荒井先生 本校の国語科の入試問題は、説明文と小説を中心とした鑑賞文を出しています。子どもたちは説明文で今まで知らないような考え方に触れることになるわけですが、今回は「農業」がテーマとなりました。この文章では、特に西洋的な視点と日本的な視点から農業の在り方が比較され、文章が展開されていきます。我々は都市文明に浸かって生きていますので、西洋的に「自然を保護しなければいけない」とか、「人間が守るべきだ」と考えがちですが、「こういう考え方があるんだ」と新しい視点で農業、さらには自然と人との関わり方について知ってもらうための文章選定を行いました。

近年では持続可能な開発目標(SDGs)が課題としてあり、人が責任を持って、自然を持続させるために目標が掲げられています。しかし他人事として「そういうことがあるんだ」で終わるのではなく、自分の体験に照らし合わせてものを考えることが必要であり、自身の問題として先を見据えて考えていただきたい、という想いから今回は作問しました。

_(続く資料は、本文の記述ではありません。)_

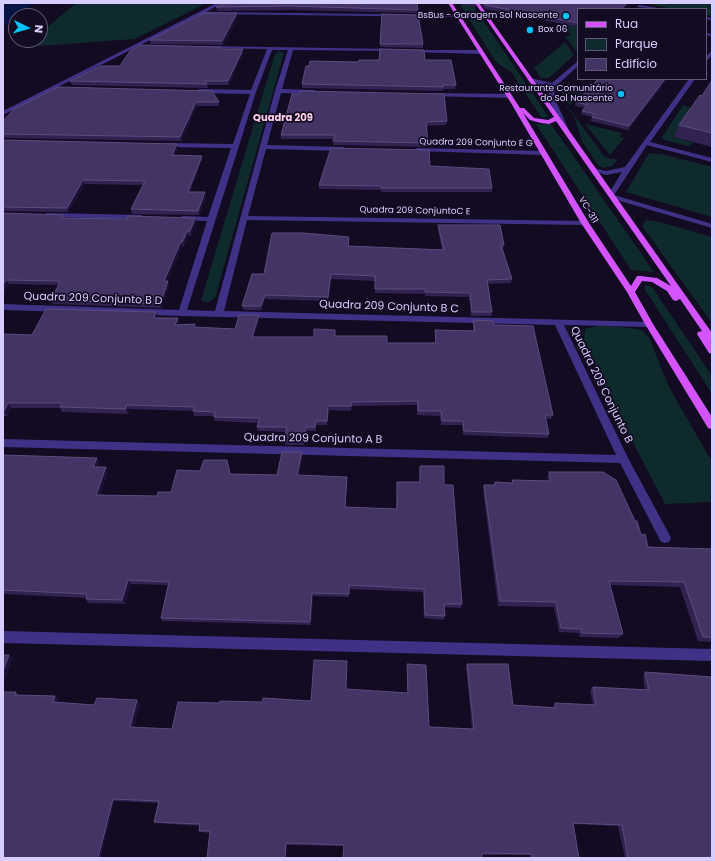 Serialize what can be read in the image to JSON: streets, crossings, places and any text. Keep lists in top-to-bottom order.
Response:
{
  "streets": {
    "main road": ["VC-311"],
    "street": [
      "Quadra 209 Conjunto E G",
      "Quadra 209 ConjuntoC E",
      "Quadra 209 Conjunto B D",
      "Quadra 209 Conjunto B C",
      "Quadra 209 Conjunto B",
      "Quadra 209 Conjunto A B"
    ]
  },
  "crossings": [
    ["Quadra 209 Conjunto E G", "VC-311"],
    ["VC-311", "Quadra 209 ConjuntoC E"],
    ["VC-311", "Quadra 209 Conjunto B C"],
    ["Quadra 209 Conjunto B D", "Quadra 209 Conjunto B C"],
    ["Quadra 209 Conjunto B C", "Quadra 209 Conjunto B"],
    ["Quadra 209 Conjunto B", "Quadra 209 Conjunto A B"]
  ],
  "districts": ["Quadra 209"],
  "places": ["BsBus - Garagem Sol Nascente", "Box 06", "Restaurante Comunitário do Sol Nascente"],
  "legend": ["Rua", "Parque", "Edifício"],
  "north": "right"
}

実は「これが正しくて、これが間違っている」という二項対立や、二者択一といった課題は世の中にはあまりなく、答えの一つに定まらない問いのほうが多い。そのため、多角的な視点で物事を捉えることが大事になってくるのですが、これに年齢はあまり関係なく、考え続けることが大事だと思うのです。この問題でも新しく知った知識と今までの経験や既存の知識を重ね合わせ、自分がどう考えるのか、主体的に考えてもらう設問を意識したつもりです。

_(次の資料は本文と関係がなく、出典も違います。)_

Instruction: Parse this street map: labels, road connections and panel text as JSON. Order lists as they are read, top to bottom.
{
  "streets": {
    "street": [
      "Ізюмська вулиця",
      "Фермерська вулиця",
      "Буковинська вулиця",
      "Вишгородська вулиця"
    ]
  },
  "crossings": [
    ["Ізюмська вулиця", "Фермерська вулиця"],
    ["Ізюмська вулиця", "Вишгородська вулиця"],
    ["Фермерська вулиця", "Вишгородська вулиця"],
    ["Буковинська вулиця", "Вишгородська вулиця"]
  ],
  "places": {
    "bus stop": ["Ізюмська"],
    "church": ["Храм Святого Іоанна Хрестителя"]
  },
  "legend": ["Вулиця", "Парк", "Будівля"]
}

「農業は自然破壊だ」「農業は自然を支えている」という二つの見方は、実は矛盾していない。そのような事例をあなたの体験から選んでください、という設問であったわけですが、「自然破壊」は「外からのまなざし」、「自然を支えている」というのは「内からのまなざし」という見方の違いが本文では示されていますが、実際は少し難しかったような気がしています。自然に対する「破壊」か「支え」かという二面性を含むテーマを考えてもらえばよいのでしたが。

たくさんの知識を得てそれをそのまま答案としてフィードバックするのではなく、自分の体験と新しく学んだことを結び付けて、理由付けをしたり意見として伝えたりすることができるか、という表現力を問う筆記試験ですから、「文章として説得力のある説明ができるか」ということを意識しました。

作問の意図としては、「外から」「内から」という両面の考え方で答えを作って欲しかった、ということですが、理想として、たとえばどのような答えを想定されていましたか?

荒井先生 たとえば牧畜のようなテーマの場合、山裾を開拓することそのものは自然破壊につながるけれど、人間も自然の一部として動物の恵みを頂いて生きていく、草原を維持し、自然と共に生きるといった視点も可能です。

林業や動物園、水族館の取り組みを書いている受験生は多かったですね。例を挙げると、動物搾取は自然破壊だけれど、飼育することは種の保存と言え、自然保護につながる、といった解答がありました。感心した答案としては「治水」を挙げてきた受験生がいます。いわゆる貯水のためのスペースとか、遊水池のようなものを語りたかったんだと思います。

どのような答えが正解になったのですか?

荒井先生 「自然破壊」と「自然を支えている」という両面について触れられたテーマを挙げ、自分がどちらの立場をとるか、理由とともに説明されていれば完答としました。ただし、多少不足している部分については減点としています。

国語科/荒井 仁先生

国語科/荒井 仁先生

口頭試問を取り入れた入試形式

口頭試問を実施されていますね。

荒井先生 「こんなことを知ったんだ」という楽しさや、新しい発見を持ち帰ってもらいたいという想いは毎回意識しています。口頭試問は受験生との会話のやりとりで進んでいくものですから、その中で間違いがあってもいい。ただ「なぜ間違ってしまったのか」に気づき、試問の中で「結果として解答を修正していける」ということを大切にしていきたいと考えています。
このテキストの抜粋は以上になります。